GRNEWS TV: Saúde mental do trabalhador vira obrigação nas empresas com entrada em vigor da nova NR 1

Durante participação no videocast Papo com Geraldo Rodrigues, apresentado de segunda a sexta-feira, a partir das 13 horas, pelo canal GRNEWS no YouTube, a psicóloga Marina Saraiva fez uma abordagem sobre a NR-1 que coloca saúde mental entre as principais responsabilidades das empresas.

Mudança amplia responsabilidade das empresas
A psicóloga Marina Saraiva explicou os impactos da nova revisão da NR-1, norma que agora coloca oficialmente os riscos psicossociais entre as responsabilidades obrigatórias das empresas.

Segundo ela, a atualização da NR-1 representa uma transformação histórica na forma como o ambiente de trabalho é enxergado. Antes, a preocupação das normas ocupacionais era mais voltada para fatores físicos, como poeira, ruído e calor. Agora, questões emocionais e psicológicas também entram no foco da fiscalização.

A psicóloga destacou que situações como excesso de trabalho, assédio moral, pressão constante, falta de apoio da liderança e ambientes tóxicos passaram a ser considerados fatores de risco ocupacional.

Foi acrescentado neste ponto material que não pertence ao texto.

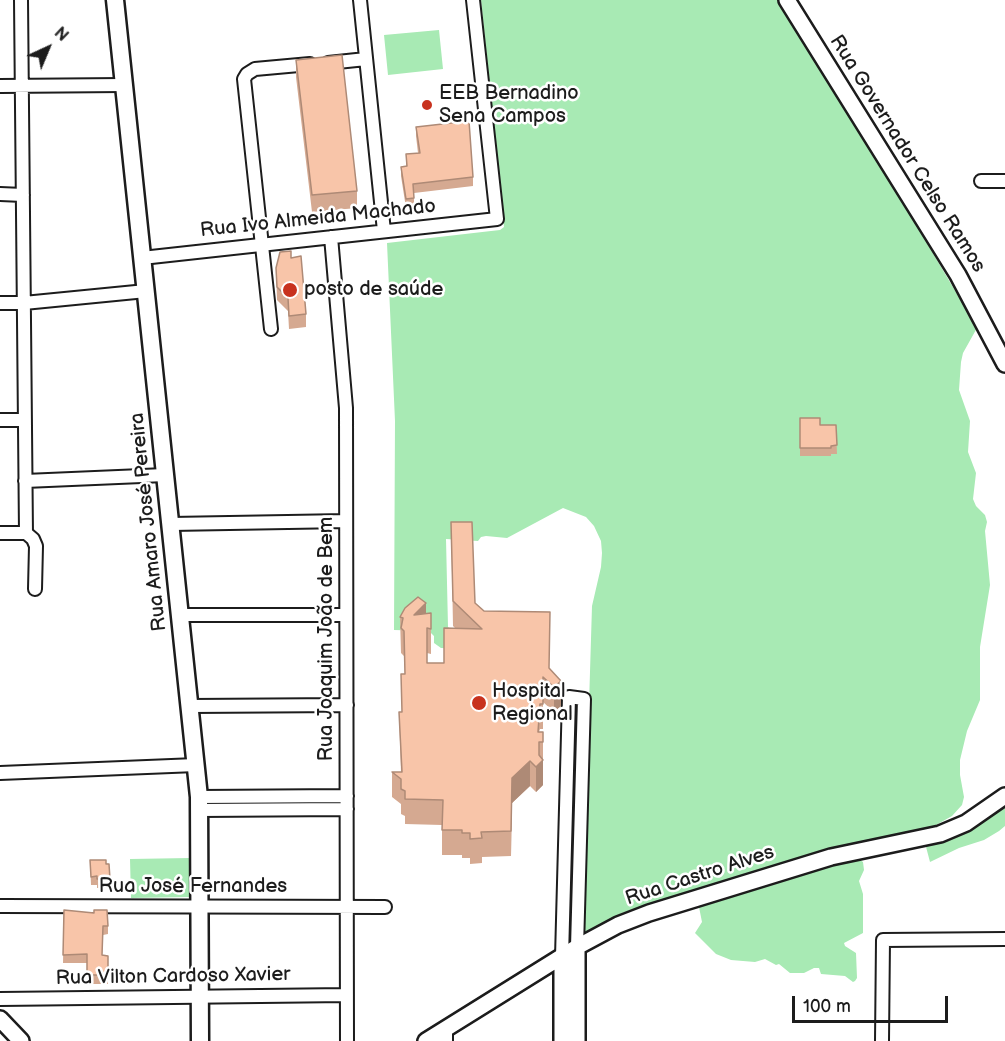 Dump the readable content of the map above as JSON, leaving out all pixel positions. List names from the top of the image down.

Assédio e sobrecarga estão entre os maiores vilões
Durante a entrevista, Marina Saraiva alertou que muitos ambientes acabam normalizando situações abusivas. Metas inalcançáveis, piadas ofensivas e jornadas desgastantes acabam sendo encaradas como algo “normal”, criando uma cultura nociva dentro das equipes.

Ela explicou que a chamada “normalização do desvio” faz com que práticas prejudiciais se tornem invisíveis ao longo do tempo, aumentando os riscos de adoecimento emocional.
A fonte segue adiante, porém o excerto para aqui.